Without question, the broader mid-term trend remains to the upside. To say simply outright doomer-bear denial.

Primary trend remains bullish (at least for a while)

Despite a moderate decline of just over 1%, the sp' closed the week with a green candle on the 'rainbow' chart. There really isn't anything bearish here.

sp'weekly4- hyper-bullish outlook

My best guess is that we still have a major wave higher to play out before ANY chance of 'significant' downside. Considering the usual 'santa rally', and then the 'green shoots of spring' rally...this wave could just keep on pushing higher for another six months.

Worse case for the April/May 2014, the sp' is in the 2000/2200s...and even a 20% pull back will only bring the market back down to the 1800/1700s..before the final hyper-ramp phase across into 2015/16.

Looking ahead

Things are a little uncertain, due to the possible US Govt. (limited/temporary) shutdown. From what I gather, any US (Govt' based) econ-data releases - including the big Friday jobs data, would likely be delayed..

*there is no sig' QE on Monday, the POMO schedule for October will be released Mon'3pm.

*I remain long the indexes from a week ago, am underwater, but considering the price action of the last week, I'm not overly concerned.

I will probably be back on Monday

Moderate weekly declines for the bears

US equities closed the week on a moderately bearish note, with the sp' managing to hold the 1690s. Across the week, the sp' declined around -1.1%, which is clearly nothing for the doomer bears to get overly excited about.

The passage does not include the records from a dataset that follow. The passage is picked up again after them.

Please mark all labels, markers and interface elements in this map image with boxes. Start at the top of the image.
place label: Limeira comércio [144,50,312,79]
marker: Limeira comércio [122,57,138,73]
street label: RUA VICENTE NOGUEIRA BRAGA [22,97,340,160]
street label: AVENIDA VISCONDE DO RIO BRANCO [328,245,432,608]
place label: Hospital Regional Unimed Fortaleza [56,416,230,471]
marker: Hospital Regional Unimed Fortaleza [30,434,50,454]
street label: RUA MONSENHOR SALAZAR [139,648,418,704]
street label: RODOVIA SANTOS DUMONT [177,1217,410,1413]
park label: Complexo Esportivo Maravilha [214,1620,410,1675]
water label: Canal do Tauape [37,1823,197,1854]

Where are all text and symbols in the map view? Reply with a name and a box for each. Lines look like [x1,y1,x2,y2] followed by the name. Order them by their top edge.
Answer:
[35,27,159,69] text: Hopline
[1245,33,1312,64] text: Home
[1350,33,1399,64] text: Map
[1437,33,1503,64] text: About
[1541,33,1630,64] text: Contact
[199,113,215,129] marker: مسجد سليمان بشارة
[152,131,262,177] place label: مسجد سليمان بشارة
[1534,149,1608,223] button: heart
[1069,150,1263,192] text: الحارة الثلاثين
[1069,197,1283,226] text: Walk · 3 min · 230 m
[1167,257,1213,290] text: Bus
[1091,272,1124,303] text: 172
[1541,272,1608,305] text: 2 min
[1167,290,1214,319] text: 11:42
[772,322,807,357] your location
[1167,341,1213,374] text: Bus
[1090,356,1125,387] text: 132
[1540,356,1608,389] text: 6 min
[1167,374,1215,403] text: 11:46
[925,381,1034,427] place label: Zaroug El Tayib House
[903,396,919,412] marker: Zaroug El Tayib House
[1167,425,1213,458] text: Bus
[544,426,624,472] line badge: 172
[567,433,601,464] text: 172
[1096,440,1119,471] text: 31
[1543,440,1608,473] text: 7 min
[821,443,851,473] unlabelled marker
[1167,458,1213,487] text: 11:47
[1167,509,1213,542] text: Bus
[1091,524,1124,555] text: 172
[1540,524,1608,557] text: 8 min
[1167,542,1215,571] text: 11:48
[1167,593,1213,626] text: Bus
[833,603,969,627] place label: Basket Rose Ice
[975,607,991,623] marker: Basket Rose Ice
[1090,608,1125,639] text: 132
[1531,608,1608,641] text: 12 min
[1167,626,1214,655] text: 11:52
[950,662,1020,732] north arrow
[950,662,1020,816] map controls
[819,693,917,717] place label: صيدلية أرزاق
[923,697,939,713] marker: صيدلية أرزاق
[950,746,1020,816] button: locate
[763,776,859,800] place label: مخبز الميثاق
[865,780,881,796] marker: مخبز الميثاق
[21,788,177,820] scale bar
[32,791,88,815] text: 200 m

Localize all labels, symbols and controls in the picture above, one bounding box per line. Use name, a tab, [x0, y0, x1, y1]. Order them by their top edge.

Broader mid-term trend remains outright bullish.

sp'weekly2 - rainbow, 2yr

sp'daily3 - fib retrace levels


Clearly, a week for the bears, although the declines aren't significant, and this could easily just be a very minor retrace, before the next wave higher.

It should be noted though, with the break <1691, the door is open to a further moderate wave lower to the 1680/75 zone, where the 50% fib retrace is, along with the 50 day MA.

So, at worse, bulls look vulnerable to a further 1% lower, before renewed upside in October. Considering the style of price action this past week, i just can't see the bears managing any daily closes in the 1670s, never mind taking out the recent key low of 1627.

For the moment, the mid-term trend remains outright bullish. For those who are seeking much lower levels, first target should be a break below the weekly 10MA...into the mid 1670s.

If the market can close in the 1670s next Friday, then I'll be open to a much more bearish outlook this autumn, but really, I find that hard to believe considering the ongoing QE.

Goodnight from London
*next main post, late Saturday, which will be covering - in more detail, the US weekly indexes.

Daily Index Cycle update

The main indexes closed moderately weak, with the sp -7pts @ 1691. The two leaders - Trans/R2K, slipped -0.6% and -0.4% respectively. Near term remains weak, but the recent seven trading days could easily be a bull flag, with target upside in October to the 1750/75 zone.





The market closed the week in a relatively quiet state, despite a closing hour appearance by the US President. The market is obviously looking for a resolution to the potential Govt. shutdown.

The primary trends remain to the upside, and based on the past few years of trading action, I have to assume the market will simply break back upward to the upside some time next week.

Lets be clear, the bears have seen the sp' decline for 6 of the last 7 trading days, and that has only achieved a decline from 1729 to 1691...a mere 2.3% or so.

That is simply not good enough, and once the bulls do manage to turn the market back upward, they'll be more than capable of breaking new index highs.